Duruflé considered his wife's playing superior to his own. He told Lilian Murtagh so in 1963. While it is difficult and ultimately fruitless to argue style, his was elegant and lyrical while hers was rhythmically intense. With her formidable technique she was able to play with "that remarkable 'internal flame' so well known by her audiences."
As a centrist, Duruflé was not opposed to the reforms outlined in [the Second Vatican Council's document] Sacrosanctum Concilium. What he opposed was the way he felt the French clergy disposed of the past, demeaned their congregations, and introduced trivial musical fare into the liturgy. But because he was so vociferously opposed to what he considered the clerical misinterpretations of the council's dictates, he was labeled a reactionary, even by an otherwise informed organ world.
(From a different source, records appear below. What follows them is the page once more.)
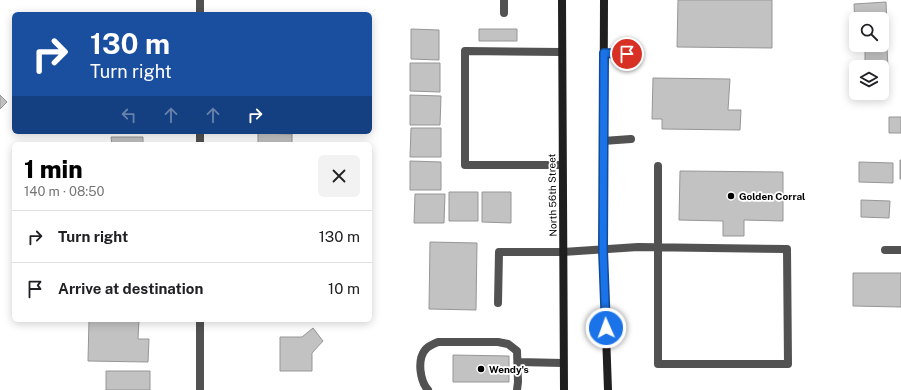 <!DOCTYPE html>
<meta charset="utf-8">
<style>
body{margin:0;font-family:"Public Sans",sans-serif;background:#f2f2f2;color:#202124;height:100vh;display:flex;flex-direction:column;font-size:15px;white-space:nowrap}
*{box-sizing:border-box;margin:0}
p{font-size:13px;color:#757577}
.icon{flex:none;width:22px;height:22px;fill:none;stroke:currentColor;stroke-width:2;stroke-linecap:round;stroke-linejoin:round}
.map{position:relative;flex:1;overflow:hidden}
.side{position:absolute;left:12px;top:142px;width:360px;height:180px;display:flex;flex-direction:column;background:#fff;border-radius:6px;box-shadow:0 2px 10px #0003}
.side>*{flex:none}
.hud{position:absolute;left:12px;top:12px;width:360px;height:122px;border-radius:6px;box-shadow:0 2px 10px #0003;background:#1a4fa0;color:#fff;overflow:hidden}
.tools{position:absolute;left:849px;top:12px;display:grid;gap:8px}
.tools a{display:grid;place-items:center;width:40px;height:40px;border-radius:6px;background:#fff;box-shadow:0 2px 10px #0003;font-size:20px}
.pin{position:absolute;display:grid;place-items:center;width:34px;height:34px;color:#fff;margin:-17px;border:2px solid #fff;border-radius:50%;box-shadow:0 1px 4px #0007}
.me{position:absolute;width:44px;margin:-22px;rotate:358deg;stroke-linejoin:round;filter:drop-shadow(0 0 3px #0008)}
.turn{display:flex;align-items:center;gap:14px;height:84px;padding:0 12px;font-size:18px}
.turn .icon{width:52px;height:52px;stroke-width:2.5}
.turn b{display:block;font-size:28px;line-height:34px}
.lanes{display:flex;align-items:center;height:38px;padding:0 12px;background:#0003;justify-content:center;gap:20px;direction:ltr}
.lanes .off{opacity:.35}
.round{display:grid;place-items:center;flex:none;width:42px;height:42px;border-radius:6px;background:#f2f2f2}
.head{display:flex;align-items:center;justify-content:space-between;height:68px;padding:0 12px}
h1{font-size:24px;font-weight:800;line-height:30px;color:#000}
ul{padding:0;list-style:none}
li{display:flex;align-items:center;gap:12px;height:52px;padding:0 12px;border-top:1px solid #e0e0e0}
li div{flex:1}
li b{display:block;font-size:15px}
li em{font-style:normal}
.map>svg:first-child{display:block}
.building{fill:#c2c2c2;stroke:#969696}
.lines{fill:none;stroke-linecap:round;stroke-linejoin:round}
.lane{stroke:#525252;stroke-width:8}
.street{stroke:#525252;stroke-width:8}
.secondary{stroke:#1f1f1f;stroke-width:8}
.route-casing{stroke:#114b97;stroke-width:10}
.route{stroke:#1a73e8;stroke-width:7}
.poi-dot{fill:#000;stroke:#fff;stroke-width:1.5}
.labels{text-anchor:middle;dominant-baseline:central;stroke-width:3.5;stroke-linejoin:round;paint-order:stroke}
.street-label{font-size:10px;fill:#000;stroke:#fff}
.poi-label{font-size:10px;font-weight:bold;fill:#000;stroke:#fff;text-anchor:start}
</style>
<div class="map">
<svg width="901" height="390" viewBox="0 0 901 390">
<rect width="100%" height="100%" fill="#fff"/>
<!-- building -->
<path class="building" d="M678 0H772V48L677 47Z
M886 2 887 24H882V19H856V25H855L854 4Z
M411 29 439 30V60L411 59Z
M479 29H517V41H479Z
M887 48 888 67H865V49Z
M410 63H440V92L410 91Z
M653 78 730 79 728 110H741L740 130 662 129V119H652Z
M0 95 7 102 0 109Z
M410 95 441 96 440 125H410Z
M889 117H901V133H889Z
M411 128H441V157H410Z
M258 133 292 134V144H258Z
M111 137H143V144H112Z
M900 160H901V179H900Z
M410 161 441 162V190H410Z
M859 162 893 163V183L859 182Z
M680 171 783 172V221L744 220V236H723V221L679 220Z
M449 192H478V221H449Z
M482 192H511V223L482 222Z
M415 194H445L444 223H414Z
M861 200 890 201 889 218 861 217Z
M430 242 477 243 476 310 429 309Z
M853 273H901V307L853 306Z
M89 320H139L138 339H149L148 362 88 361Z
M313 328 323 341 312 353V371H280V337H302Z
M453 355 509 356V382H453Z
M106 371H150V390H106Z"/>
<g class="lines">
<!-- lane -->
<path class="lane" d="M504 0V13
M562 52 465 51V165H562
M604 53 639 54
M603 141 631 139
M885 250H901
M498 303 499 252H563L638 247 787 249 788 364H658V166
M518 362 563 363
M428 390C420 381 417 360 425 350 428 346 433 344 438 342H498L508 344 517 351 518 382 517 390"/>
<!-- street -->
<path class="street" d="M200 0V14
M200 132V144
M200 320V390"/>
<!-- secondary -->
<path class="secondary" d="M562 0 564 390
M604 0 603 250 608 390"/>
</g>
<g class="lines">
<defs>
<path id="route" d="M606 328 603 250 604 53 627 54"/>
</defs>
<!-- route casing -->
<use href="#route" class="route-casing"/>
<!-- route -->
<use href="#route" class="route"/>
</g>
<!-- markers -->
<g class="poi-dot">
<circle cx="731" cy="196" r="4"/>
<circle cx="481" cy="369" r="4"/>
</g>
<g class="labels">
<!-- street labels -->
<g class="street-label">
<text transform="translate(552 195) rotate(-91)">North 56th Street</text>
</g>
<!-- poi labels -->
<g class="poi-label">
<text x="739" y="196">Golden Corral</text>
<text x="489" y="369">Wendy's</text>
</g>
</g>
</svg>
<div class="tools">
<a><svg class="icon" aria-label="search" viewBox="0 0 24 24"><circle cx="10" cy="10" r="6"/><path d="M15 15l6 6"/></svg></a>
<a><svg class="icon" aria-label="layers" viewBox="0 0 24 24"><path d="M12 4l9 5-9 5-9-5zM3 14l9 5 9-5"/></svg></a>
</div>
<div class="pin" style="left:627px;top:54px;background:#d93025"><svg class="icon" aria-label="arrive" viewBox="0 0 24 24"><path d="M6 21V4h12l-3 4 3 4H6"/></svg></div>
<svg class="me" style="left:606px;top:328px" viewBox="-20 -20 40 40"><circle r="17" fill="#1a73e8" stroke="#fff" stroke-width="3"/><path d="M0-11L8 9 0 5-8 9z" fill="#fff"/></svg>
<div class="hud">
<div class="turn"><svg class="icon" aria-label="right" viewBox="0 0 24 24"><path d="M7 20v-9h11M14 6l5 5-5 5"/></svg><div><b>130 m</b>Turn right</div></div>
<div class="lanes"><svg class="icon off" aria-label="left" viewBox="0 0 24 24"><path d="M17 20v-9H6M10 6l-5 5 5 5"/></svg><svg class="icon off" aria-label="ahead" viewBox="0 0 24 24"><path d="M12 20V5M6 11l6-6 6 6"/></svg><svg class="icon off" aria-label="ahead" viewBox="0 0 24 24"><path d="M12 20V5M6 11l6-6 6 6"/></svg><svg class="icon" aria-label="right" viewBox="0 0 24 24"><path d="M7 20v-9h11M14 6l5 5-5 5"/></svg></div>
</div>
<section class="side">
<div class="head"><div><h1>1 min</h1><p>140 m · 08:50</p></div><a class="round"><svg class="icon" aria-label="close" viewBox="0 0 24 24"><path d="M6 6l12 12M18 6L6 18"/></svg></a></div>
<ul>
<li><svg class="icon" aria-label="right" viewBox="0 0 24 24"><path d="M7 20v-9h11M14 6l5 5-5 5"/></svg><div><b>Turn right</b></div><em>130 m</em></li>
<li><svg class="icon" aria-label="arrive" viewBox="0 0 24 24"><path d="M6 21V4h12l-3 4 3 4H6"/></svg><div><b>Arrive at destination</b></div><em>10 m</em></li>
</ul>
</section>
</div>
The truth was rather more complex than that. Even though Duruflé actively promoted the Latin liturgical and musical traditions in the decade following the council, his writings, as we shall see, prove his receptivity to vernacular forms such as chorales and hymns, whose value had been tested for four hundred years by Protestants.
With a theological insight that was rare among musicians during the debate, Duruflé asked why choirs should be opposed to congregations. "We must not forget that the parish choir is part of the people. It is an emanation of it, a delegation." When the choir sings, he added, the congregation gives its momentarily silent assent, which is as spiritually valuable as if it were singing the proper itself. In churches that had no choir, Duruflé believed the best solution for the proper lay in the chorales and the mélodies populaires-hymns-whose musical value in Protestant worship he found to be incontestable. Few musicians or clergy were as receptive as Duruflé was to borrowing from the hymn and chorale tradition of Anglicans and Lutherans. He wrote: "At least with the marvelous chorales that J. S. Bach introduced in his Cantatas and his Passions, we will have music of quality that is easy for people to sing because their melodic line is simple and clearly designed. The experiment made in this area among Protestants is favorably conclusive."
Maurice Gustave Duruflé was a complex man. Of a dark and brooding temperament, he had a keen intellect, a breadth of character, a penetrating soul, and a rich cultural aptitude. Though short as to physical stature and retiring by nature, he had the disposition of a great man. And though his musical and spiritual imagination were vast, they were not prolific.
Despite his serious demeanor, Duruflé was not unemotional. He told his wife Marie-Madeleine that when he was writing the Requiem he was sometimes brought to tears by its melodies.
He was an exacting perfectionist whose high standards exceeded his perceived grasp. Some considered him an always worried, pathological perfectionist. Most of his acquaintances saw a pessimistic streak in him. To whatever other causes one may attribute his refusal to produce only about a dozen opus numbers, his oversevere estimation of his ability lay at the heart of it. Mme Duruflé believed he was too severe with himself, and toward the end of his life he wished he had written more music, and, by implication, been less severe with himself. With the wisdom of age he could admit that it did not have to be an impediment to creative expression, or a renouncing of his standards, that his vision exceeded his reach.